Given records.
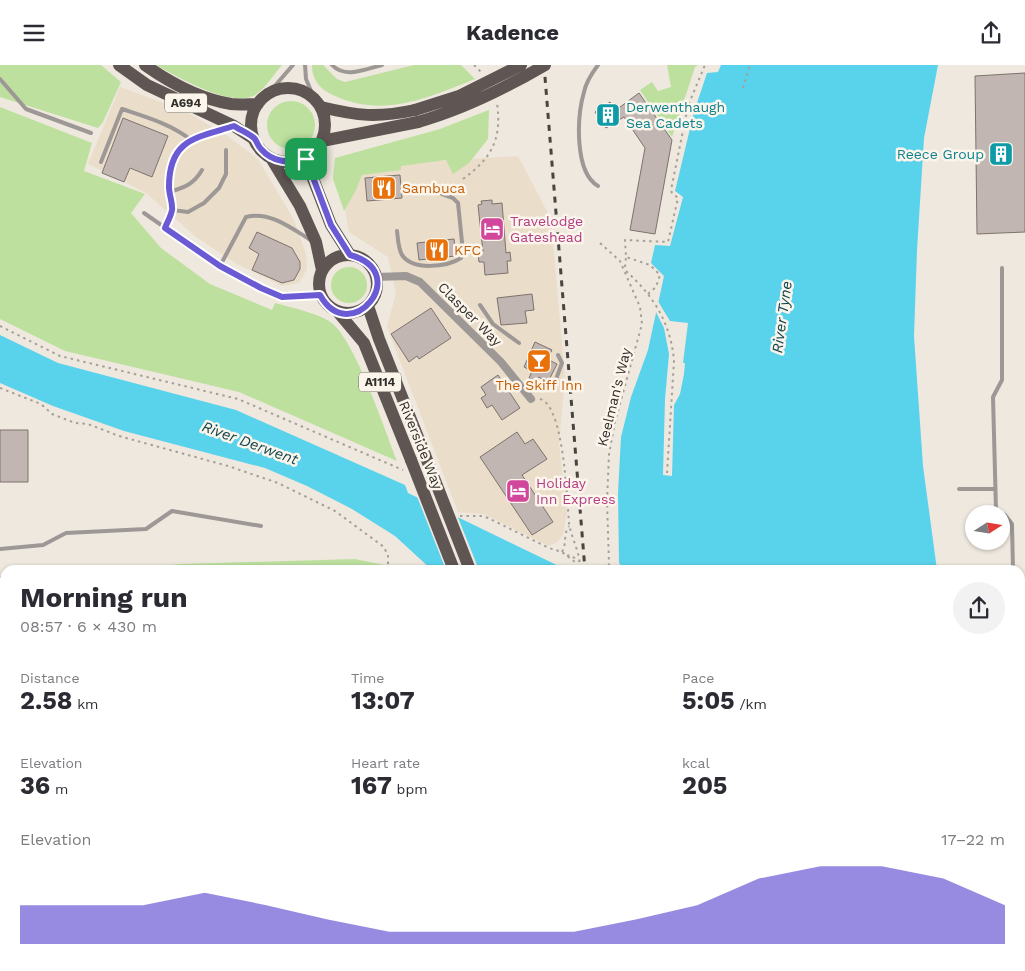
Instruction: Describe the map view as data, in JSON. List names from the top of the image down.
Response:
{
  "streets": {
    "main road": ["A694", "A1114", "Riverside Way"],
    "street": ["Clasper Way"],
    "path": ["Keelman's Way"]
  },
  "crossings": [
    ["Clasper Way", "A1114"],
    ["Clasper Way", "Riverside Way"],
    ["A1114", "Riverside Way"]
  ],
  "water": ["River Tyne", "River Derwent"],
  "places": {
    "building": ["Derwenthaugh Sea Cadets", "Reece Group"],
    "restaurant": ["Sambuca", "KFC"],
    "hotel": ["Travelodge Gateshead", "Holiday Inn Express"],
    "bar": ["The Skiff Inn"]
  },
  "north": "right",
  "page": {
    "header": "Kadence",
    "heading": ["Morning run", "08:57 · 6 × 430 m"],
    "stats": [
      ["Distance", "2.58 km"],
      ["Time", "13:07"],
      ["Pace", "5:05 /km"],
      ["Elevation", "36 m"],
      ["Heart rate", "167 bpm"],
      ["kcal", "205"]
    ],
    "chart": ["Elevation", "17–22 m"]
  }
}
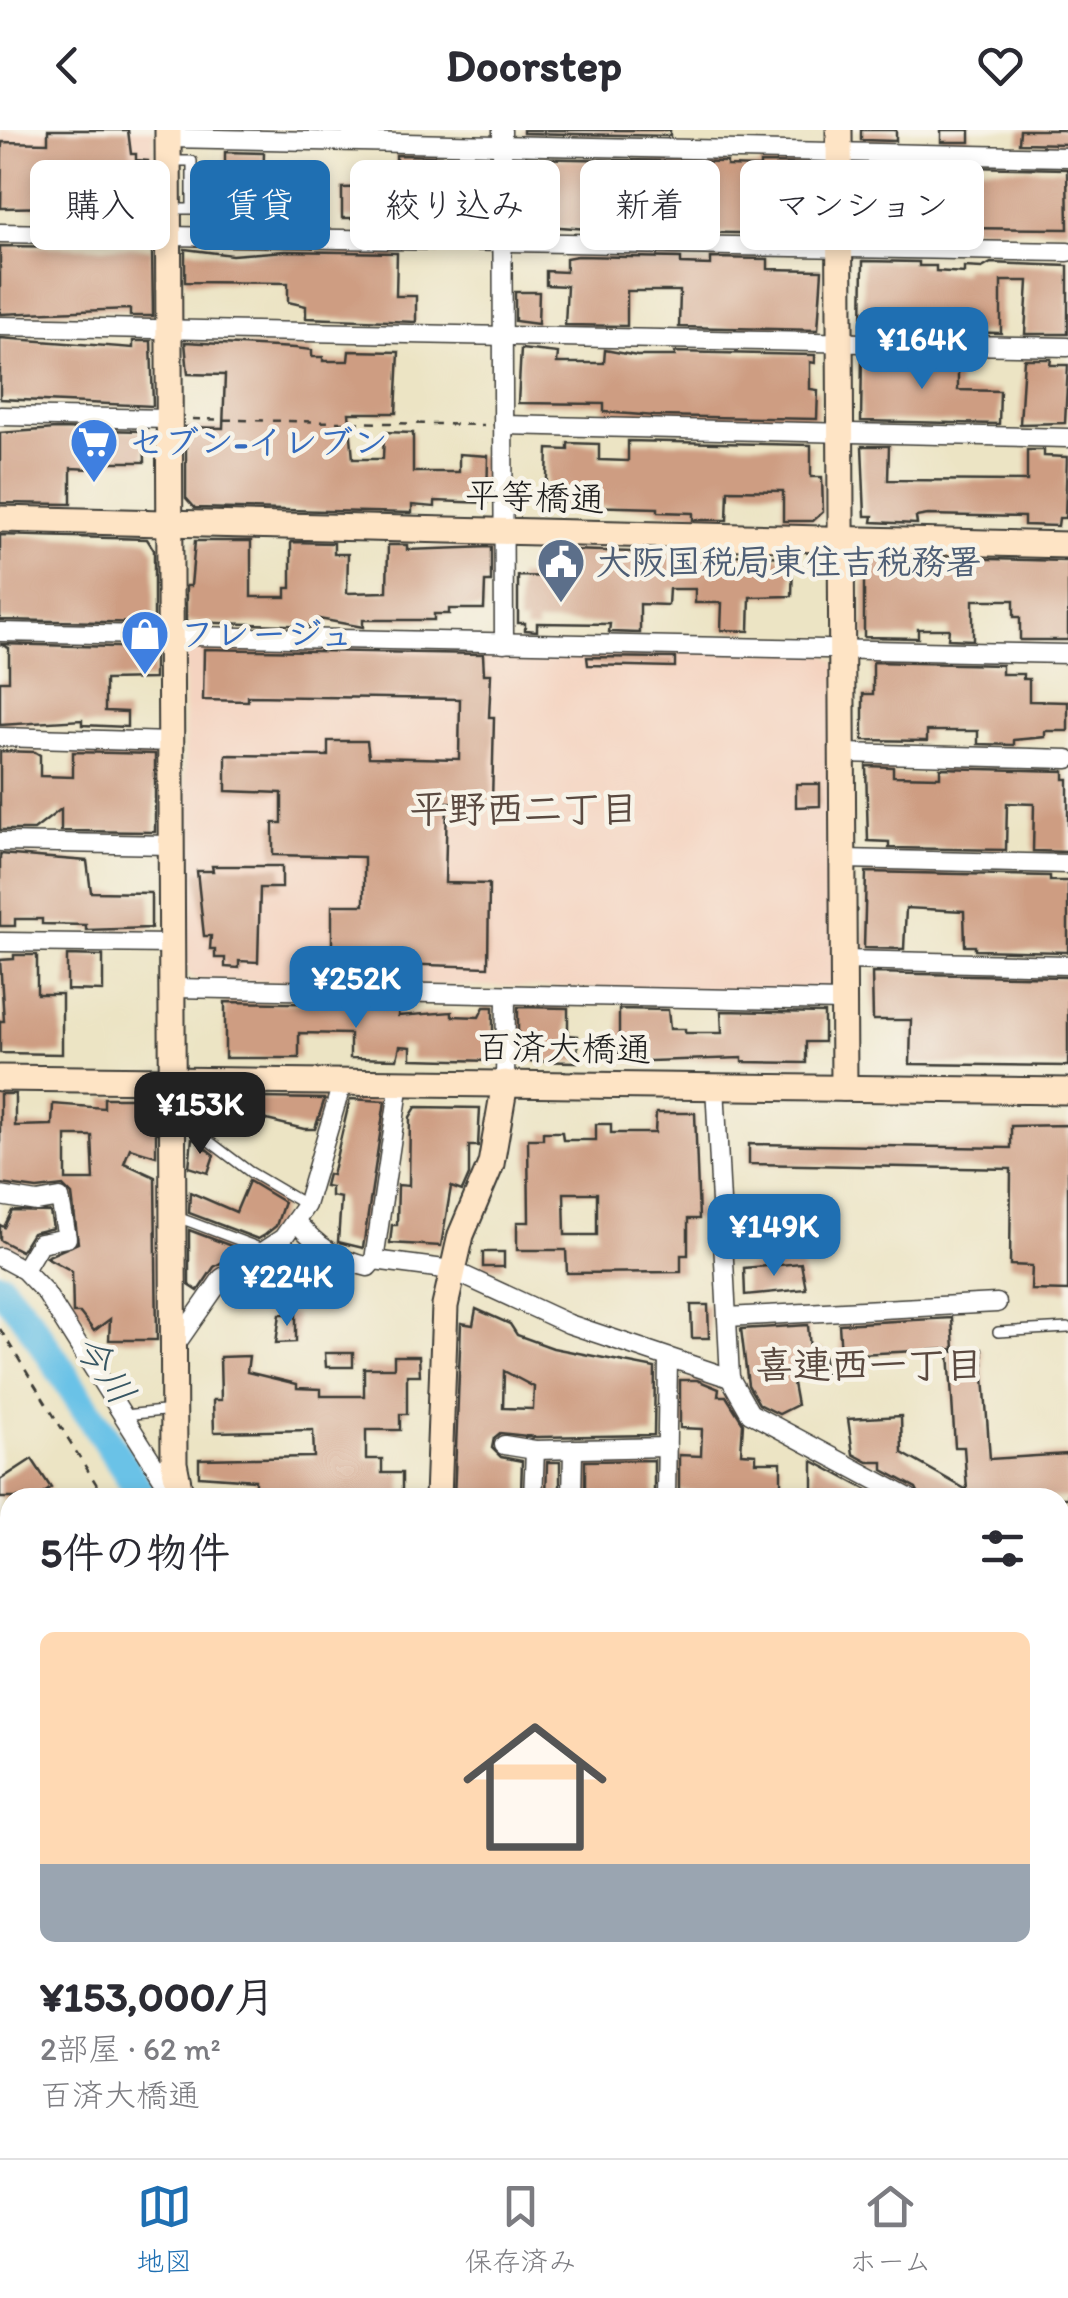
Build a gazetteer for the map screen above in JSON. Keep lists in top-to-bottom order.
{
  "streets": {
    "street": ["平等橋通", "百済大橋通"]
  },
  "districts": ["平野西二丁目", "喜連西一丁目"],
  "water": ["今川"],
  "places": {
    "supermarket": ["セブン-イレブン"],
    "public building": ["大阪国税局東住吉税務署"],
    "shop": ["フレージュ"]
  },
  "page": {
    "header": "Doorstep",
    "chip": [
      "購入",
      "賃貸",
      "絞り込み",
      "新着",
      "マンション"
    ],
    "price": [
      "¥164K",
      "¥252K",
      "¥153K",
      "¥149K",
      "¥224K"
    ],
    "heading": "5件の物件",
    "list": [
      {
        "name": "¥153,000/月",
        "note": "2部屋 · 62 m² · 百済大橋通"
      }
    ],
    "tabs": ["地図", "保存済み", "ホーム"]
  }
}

---

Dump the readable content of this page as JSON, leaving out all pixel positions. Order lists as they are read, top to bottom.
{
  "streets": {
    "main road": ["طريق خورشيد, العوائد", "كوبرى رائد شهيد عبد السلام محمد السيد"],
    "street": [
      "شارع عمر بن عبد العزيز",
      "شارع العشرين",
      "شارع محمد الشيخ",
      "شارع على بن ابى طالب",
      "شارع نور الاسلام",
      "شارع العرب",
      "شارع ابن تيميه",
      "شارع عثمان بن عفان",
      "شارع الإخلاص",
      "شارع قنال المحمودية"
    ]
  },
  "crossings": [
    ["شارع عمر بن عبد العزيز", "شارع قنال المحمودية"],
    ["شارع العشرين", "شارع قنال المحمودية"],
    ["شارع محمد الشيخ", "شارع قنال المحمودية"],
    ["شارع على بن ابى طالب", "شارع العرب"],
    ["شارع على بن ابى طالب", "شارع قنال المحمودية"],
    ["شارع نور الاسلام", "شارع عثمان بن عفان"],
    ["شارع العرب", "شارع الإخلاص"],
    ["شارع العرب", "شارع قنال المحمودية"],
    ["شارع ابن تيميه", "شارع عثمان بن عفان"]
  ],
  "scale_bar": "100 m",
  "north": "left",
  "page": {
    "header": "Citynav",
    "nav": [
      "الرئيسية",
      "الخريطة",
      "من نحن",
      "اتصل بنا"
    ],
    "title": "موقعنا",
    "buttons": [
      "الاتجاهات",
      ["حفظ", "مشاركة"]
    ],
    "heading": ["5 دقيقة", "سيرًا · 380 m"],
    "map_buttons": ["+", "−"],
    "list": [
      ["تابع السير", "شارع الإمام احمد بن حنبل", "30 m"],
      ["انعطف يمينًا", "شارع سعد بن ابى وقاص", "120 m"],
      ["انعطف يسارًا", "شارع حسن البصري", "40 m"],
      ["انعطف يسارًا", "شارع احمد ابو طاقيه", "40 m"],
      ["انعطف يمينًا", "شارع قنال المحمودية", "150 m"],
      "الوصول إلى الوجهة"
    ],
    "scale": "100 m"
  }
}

Exercise instructions. Take every line from the records that holds "road" and copy it down.

Result of this exercise.
    "main road": ["A694", "A1114", "Riverside Way"],
    "main road": ["طريق خورشيد, العوائد", "كوبرى رائد شهيد عبد السلام محمد السيد"],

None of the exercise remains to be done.